*** Block opens ***
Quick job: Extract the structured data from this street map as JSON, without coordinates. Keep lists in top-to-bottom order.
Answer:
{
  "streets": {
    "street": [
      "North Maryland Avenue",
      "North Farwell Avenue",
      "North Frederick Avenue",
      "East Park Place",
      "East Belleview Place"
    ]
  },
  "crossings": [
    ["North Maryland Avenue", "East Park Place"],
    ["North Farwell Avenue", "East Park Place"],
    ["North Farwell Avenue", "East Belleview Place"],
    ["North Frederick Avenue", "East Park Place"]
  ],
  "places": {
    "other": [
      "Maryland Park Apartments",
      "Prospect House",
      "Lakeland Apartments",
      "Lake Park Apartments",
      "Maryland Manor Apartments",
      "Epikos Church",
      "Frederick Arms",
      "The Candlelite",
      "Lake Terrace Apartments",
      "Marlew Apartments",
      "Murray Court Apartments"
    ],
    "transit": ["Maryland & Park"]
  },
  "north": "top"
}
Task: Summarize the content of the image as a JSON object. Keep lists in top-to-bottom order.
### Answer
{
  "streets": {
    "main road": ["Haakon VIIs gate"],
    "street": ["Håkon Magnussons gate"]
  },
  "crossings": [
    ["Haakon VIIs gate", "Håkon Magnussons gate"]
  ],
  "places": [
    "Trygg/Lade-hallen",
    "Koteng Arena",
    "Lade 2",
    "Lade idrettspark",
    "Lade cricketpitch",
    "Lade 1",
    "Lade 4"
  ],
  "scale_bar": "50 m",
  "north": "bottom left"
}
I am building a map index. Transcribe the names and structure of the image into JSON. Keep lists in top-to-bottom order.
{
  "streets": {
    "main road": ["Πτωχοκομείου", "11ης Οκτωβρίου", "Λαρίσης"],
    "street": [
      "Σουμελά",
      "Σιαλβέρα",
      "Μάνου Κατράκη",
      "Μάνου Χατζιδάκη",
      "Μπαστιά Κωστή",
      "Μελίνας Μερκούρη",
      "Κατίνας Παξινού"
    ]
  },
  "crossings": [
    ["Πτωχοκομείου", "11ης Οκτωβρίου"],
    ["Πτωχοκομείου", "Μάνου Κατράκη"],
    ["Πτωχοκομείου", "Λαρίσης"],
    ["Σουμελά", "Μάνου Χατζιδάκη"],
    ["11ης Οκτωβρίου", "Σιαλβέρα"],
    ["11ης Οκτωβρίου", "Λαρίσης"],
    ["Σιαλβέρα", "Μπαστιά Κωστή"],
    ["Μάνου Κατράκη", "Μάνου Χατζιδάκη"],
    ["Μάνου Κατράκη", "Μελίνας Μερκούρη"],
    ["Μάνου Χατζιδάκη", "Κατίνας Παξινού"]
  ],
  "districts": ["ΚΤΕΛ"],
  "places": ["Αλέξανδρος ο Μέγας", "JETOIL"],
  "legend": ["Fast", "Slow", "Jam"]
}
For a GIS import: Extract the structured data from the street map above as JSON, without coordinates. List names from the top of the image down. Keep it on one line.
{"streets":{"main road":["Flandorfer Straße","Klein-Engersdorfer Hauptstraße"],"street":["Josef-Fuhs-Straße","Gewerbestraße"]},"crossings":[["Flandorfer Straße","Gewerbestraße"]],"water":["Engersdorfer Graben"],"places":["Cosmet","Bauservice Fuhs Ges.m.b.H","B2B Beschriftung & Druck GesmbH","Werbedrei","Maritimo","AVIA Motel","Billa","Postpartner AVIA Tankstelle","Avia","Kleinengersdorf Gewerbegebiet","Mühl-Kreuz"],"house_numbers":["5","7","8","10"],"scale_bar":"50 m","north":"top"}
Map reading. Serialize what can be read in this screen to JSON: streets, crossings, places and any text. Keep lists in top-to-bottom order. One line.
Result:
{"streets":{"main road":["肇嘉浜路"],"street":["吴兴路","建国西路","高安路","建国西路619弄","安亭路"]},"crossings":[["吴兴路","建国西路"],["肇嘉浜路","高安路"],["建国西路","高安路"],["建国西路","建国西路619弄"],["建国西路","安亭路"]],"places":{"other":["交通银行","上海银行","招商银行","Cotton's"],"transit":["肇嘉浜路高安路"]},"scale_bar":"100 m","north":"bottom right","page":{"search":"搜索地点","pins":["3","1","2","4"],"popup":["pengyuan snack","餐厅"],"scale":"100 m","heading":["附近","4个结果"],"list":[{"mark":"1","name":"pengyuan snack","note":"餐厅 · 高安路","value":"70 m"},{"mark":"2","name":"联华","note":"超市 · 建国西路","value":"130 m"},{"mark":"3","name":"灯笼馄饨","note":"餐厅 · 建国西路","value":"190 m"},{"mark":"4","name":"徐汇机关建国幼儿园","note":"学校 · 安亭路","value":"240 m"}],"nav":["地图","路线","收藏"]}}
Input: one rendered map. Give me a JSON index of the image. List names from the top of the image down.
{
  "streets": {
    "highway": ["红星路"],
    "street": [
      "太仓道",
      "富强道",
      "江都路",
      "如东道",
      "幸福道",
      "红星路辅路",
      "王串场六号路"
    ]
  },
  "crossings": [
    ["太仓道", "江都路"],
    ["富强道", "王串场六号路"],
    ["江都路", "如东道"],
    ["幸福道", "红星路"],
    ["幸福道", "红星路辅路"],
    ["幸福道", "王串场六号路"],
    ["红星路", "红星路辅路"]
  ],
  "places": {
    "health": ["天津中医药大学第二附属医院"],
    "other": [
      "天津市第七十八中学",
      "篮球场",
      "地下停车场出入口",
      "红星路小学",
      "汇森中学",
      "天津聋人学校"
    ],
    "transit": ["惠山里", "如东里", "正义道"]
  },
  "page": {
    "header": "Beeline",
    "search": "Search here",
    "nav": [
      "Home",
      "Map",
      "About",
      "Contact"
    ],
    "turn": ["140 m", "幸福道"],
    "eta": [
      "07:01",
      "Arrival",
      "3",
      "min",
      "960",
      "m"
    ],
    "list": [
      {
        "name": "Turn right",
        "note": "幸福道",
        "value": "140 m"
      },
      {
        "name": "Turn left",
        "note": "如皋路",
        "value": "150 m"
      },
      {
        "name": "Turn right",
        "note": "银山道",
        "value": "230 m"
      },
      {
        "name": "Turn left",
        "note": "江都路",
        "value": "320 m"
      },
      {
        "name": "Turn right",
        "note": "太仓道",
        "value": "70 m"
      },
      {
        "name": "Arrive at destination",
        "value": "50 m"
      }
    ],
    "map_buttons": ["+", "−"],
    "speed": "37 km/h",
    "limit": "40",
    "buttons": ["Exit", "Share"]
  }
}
*** Block closes ***
Exercise directions — Return all lines of the data in which the string "Χατζιδάκη" appears.

Solution —
      "Μάνου Χατζιδάκη",
    ["Σουμελά", "Μάνου Χατζιδάκη"],
    ["Μάνου Κατράκη", "Μάνου Χατζιδάκη"],
    ["Μάνου Χατζιδάκη", "Κατίνας Παξινού"]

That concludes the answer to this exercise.